Available data:
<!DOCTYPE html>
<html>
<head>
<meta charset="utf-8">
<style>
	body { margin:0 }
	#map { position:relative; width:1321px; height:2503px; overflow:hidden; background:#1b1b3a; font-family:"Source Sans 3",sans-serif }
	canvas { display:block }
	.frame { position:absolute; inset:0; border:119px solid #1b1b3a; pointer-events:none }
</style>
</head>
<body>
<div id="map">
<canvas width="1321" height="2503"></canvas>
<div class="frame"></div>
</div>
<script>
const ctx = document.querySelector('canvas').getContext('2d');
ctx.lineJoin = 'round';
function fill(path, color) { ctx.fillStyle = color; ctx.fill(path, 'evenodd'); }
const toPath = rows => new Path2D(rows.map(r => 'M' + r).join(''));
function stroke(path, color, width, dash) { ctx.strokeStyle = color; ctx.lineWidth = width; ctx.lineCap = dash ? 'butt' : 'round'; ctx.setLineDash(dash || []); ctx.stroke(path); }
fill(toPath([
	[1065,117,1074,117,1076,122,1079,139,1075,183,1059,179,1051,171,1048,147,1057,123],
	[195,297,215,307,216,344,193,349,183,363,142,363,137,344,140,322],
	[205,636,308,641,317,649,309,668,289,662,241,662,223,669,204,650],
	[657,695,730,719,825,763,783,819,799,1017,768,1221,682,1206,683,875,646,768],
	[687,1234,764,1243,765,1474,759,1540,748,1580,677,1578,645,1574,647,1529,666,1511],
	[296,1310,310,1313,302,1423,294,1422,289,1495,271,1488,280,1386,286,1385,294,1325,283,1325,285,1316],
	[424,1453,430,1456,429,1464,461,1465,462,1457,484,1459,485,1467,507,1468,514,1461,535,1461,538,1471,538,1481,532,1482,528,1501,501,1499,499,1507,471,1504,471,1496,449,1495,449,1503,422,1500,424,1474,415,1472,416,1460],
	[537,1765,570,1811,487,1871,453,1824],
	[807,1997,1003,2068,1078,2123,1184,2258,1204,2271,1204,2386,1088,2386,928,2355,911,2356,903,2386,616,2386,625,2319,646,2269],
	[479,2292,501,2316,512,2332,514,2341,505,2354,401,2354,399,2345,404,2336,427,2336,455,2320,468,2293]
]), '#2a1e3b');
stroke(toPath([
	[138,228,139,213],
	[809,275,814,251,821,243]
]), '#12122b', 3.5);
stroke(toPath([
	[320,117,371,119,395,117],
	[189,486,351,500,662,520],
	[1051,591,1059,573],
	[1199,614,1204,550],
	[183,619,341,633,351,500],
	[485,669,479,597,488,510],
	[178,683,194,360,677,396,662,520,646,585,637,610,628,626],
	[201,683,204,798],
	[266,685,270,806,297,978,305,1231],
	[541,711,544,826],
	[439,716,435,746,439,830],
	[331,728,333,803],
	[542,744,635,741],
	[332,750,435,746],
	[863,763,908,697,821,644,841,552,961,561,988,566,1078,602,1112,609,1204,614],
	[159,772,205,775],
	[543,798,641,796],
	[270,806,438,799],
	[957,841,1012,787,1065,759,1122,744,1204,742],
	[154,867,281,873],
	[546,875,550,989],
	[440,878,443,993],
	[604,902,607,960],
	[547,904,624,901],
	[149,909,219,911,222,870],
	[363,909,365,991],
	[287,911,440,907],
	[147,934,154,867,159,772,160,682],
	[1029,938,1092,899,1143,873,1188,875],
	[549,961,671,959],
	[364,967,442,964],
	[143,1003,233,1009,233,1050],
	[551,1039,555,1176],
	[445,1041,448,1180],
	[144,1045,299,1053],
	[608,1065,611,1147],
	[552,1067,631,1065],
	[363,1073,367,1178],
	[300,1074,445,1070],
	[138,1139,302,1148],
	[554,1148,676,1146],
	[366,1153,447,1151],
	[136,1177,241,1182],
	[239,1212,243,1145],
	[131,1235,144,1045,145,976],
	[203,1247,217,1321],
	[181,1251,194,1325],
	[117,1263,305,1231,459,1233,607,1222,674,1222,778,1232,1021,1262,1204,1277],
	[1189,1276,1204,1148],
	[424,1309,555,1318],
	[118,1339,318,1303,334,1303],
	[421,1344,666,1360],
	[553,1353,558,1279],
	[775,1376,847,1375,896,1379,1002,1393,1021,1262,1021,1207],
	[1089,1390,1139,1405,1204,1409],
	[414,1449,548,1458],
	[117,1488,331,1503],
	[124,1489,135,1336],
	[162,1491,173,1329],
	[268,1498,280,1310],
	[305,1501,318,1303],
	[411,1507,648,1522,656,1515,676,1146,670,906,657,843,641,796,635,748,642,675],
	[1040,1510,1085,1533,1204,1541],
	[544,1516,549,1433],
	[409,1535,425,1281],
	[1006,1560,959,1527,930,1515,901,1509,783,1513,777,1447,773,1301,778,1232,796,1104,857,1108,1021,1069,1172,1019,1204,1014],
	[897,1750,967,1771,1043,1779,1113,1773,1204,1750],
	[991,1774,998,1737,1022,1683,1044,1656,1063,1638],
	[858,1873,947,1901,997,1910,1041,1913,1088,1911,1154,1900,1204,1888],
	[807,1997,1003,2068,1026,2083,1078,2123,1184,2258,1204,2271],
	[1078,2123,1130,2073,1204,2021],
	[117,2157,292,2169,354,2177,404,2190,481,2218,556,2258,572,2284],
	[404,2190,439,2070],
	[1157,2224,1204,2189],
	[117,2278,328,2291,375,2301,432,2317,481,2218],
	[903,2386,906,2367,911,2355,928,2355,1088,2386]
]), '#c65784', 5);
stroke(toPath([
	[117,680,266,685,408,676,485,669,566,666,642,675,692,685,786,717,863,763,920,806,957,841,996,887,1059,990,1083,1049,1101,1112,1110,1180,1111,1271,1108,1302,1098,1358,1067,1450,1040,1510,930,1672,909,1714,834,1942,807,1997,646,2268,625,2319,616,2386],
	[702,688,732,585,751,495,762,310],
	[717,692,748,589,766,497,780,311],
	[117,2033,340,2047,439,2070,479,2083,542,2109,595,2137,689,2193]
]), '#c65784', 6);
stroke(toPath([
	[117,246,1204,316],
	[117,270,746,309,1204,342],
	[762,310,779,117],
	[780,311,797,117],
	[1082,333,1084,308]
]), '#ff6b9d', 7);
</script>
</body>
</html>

Description of the task: Return each line exactly, beginning at the start of the material above and ending at the line that includes "ctx.lineJoin = 'round';", with both of those kept.

Result of this exercise:
<!DOCTYPE html>
<html>
<head>
<meta charset="utf-8">
<style>
	body { margin:0 }
	#map { position:relative; width:1321px; height:2503px; overflow:hidden; background:#1b1b3a; font-family:"Source Sans 3",sans-serif }
	canvas { display:block }
	.frame { position:absolute; inset:0; border:119px solid #1b1b3a; pointer-events:none }
</style>
</head>
<body>
<div id="map">
<canvas width="1321" height="2503"></canvas>
<div class="frame"></div>
</div>
<script>
const ctx = document.querySelector('canvas').getContext('2d');
ctx.lineJoin = 'round';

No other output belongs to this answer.